====== RAW DATA
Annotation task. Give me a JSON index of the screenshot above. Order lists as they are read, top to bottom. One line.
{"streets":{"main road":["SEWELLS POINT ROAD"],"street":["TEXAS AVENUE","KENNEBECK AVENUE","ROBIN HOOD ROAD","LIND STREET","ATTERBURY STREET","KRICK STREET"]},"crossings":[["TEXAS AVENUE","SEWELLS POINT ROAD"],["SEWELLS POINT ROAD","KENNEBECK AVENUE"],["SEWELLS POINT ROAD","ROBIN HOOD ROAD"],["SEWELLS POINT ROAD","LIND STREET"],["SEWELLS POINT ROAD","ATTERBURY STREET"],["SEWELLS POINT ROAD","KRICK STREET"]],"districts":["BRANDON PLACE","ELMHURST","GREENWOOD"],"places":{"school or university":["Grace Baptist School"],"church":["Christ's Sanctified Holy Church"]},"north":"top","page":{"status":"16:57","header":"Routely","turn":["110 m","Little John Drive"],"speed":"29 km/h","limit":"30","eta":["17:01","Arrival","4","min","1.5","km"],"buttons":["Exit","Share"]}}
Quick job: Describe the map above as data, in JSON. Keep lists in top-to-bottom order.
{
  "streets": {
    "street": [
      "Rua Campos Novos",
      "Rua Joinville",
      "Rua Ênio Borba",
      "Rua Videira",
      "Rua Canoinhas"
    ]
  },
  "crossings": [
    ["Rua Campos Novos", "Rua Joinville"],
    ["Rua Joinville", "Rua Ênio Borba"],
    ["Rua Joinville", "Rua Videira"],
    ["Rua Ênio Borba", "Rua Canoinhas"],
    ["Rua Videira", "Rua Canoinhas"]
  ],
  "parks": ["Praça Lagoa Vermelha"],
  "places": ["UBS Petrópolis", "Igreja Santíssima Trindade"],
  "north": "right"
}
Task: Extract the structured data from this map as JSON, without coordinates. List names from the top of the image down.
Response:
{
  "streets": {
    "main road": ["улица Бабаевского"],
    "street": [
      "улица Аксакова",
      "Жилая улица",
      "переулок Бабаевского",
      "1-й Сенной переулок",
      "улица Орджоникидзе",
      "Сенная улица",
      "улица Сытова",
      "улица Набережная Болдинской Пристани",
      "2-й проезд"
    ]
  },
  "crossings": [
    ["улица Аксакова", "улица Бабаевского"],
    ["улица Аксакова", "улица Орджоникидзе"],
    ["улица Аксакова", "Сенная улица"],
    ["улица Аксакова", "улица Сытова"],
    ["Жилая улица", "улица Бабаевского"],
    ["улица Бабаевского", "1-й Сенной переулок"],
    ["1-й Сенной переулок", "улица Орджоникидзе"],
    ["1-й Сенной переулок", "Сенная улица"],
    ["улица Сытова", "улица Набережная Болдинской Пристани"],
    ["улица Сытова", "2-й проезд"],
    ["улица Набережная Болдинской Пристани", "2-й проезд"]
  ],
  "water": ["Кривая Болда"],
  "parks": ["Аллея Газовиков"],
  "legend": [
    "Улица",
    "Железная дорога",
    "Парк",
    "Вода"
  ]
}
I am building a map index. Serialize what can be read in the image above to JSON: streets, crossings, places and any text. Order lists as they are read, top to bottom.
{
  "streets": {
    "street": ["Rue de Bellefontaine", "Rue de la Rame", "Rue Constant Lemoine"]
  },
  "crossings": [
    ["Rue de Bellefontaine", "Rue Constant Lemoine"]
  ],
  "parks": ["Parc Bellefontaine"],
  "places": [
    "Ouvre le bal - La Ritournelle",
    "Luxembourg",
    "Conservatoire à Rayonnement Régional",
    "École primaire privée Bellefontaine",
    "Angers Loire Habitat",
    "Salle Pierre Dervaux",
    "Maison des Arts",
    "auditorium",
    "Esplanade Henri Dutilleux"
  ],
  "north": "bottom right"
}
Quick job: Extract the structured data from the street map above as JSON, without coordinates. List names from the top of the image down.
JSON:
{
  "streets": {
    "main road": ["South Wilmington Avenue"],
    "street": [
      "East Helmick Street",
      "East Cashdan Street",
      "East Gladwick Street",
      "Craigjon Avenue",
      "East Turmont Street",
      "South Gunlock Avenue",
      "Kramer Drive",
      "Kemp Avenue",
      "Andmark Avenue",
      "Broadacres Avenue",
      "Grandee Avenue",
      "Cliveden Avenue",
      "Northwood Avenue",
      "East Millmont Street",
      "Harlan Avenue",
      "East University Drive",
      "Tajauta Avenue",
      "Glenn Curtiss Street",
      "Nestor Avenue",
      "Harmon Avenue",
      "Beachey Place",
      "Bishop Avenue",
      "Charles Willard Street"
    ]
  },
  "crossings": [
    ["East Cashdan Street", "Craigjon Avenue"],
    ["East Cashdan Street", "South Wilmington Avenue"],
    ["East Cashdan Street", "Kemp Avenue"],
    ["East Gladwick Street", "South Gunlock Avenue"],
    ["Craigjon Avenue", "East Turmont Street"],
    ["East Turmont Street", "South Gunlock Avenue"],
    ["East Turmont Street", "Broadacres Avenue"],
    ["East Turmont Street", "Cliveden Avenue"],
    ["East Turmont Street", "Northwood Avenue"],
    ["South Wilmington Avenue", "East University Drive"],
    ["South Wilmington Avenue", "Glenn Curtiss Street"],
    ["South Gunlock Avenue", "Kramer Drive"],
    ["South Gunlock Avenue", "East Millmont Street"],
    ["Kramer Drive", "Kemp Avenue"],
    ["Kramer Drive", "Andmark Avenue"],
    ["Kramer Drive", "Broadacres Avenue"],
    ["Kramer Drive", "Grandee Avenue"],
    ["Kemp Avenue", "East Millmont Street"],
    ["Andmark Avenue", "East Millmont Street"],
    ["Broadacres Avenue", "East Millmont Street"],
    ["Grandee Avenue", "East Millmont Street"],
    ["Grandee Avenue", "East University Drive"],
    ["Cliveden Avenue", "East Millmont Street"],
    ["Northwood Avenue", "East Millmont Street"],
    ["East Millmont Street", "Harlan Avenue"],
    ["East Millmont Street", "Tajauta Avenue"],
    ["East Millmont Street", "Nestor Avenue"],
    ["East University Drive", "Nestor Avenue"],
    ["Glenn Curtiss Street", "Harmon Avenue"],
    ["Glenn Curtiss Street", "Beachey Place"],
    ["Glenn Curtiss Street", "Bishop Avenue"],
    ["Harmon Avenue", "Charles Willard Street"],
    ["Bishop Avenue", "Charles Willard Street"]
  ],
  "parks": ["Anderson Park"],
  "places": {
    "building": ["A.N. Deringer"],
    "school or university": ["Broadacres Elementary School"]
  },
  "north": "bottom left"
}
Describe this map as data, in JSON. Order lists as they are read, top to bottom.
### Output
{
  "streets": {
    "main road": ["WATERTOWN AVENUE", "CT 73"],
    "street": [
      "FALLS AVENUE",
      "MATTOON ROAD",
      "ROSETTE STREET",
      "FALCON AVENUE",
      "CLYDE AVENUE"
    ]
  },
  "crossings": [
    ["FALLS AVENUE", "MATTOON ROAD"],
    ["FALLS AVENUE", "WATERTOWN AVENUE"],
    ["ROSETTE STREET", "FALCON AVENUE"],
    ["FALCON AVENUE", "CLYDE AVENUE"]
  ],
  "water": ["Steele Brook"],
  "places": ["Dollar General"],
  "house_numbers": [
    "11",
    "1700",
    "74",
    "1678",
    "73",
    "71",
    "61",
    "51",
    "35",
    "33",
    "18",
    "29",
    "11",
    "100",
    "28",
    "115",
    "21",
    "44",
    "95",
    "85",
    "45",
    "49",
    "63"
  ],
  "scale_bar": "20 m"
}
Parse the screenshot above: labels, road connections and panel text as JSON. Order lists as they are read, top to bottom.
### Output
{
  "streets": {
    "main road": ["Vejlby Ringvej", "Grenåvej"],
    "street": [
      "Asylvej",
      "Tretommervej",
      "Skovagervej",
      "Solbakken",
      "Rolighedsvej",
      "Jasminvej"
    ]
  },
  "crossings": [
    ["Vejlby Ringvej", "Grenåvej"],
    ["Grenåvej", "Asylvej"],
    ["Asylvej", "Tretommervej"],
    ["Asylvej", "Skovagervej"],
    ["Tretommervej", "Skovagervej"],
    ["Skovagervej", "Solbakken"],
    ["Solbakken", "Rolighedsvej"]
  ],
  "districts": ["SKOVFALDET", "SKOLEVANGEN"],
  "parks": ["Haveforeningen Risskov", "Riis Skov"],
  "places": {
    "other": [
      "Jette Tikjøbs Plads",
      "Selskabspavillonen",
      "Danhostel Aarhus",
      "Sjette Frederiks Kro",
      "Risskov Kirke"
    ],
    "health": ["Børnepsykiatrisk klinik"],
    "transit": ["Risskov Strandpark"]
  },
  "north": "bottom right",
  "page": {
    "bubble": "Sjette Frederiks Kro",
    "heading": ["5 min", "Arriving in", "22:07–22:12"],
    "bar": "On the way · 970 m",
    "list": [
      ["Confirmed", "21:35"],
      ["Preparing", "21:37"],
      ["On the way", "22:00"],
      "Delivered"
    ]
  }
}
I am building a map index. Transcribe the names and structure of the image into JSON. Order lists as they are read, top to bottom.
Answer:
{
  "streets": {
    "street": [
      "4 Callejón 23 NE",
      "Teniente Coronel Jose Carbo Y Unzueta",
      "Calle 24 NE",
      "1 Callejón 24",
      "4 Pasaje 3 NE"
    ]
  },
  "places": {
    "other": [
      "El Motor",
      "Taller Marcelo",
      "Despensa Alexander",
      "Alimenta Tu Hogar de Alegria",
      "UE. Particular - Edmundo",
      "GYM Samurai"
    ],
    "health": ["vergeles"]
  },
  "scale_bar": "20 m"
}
============
BRIEF » Only the lines from the start of the listing through the line with "Task: Extract the" should be repeated, each exactly as it stands.

YOUR RESPONSE »
Annotation task. Give me a JSON index of the screenshot above. Order lists as they are read, top to bottom. One line.
{"streets":{"main road":["SEWELLS POINT ROAD"],"street":["TEXAS AVENUE","KENNEBECK AVENUE","ROBIN HOOD ROAD","LIND STREET","ATTERBURY STREET","KRICK STREET"]},"crossings":[["TEXAS AVENUE","SEWELLS POINT ROAD"],["SEWELLS POINT ROAD","KENNEBECK AVENUE"],["SEWELLS POINT ROAD","ROBIN HOOD ROAD"],["SEWELLS POINT ROAD","LIND STREET"],["SEWELLS POINT ROAD","ATTERBURY STREET"],["SEWELLS POINT ROAD","KRICK STREET"]],"districts":["BRANDON PLACE","ELMHURST","GREENWOOD"],"places":{"school or university":["Grace Baptist School"],"church":["Christ's Sanctified Holy Church"]},"north":"top","page":{"status":"16:57","header":"Routely","turn":["110 m","Little John Drive"],"speed":"29 km/h","limit":"30","eta":["17:01","Arrival","4","min","1.5","km"],"buttons":["Exit","Share"]}}
Quick job: Describe the map above as data, in JSON. Keep lists in top-to-bottom order.
{
  "streets": {
    "street": [
      "Rua Campos Novos",
      "Rua Joinville",
      "Rua Ênio Borba",
      "Rua Videira",
      "Rua Canoinhas"
    ]
  },
  "crossings": [
    ["Rua Campos Novos", "Rua Joinville"],
    ["Rua Joinville", "Rua Ênio Borba"],
    ["Rua Joinville", "Rua Videira"],
    ["Rua Ênio Borba", "Rua Canoinhas"],
    ["Rua Videira", "Rua Canoinhas"]
  ],
  "parks": ["Praça Lagoa Vermelha"],
  "places": ["UBS Petrópolis", "Igreja Santíssima Trindade"],
  "north": "right"
}
Task: Extract the structured data from this map as JSON, without coordinates. List names from the top of the image down.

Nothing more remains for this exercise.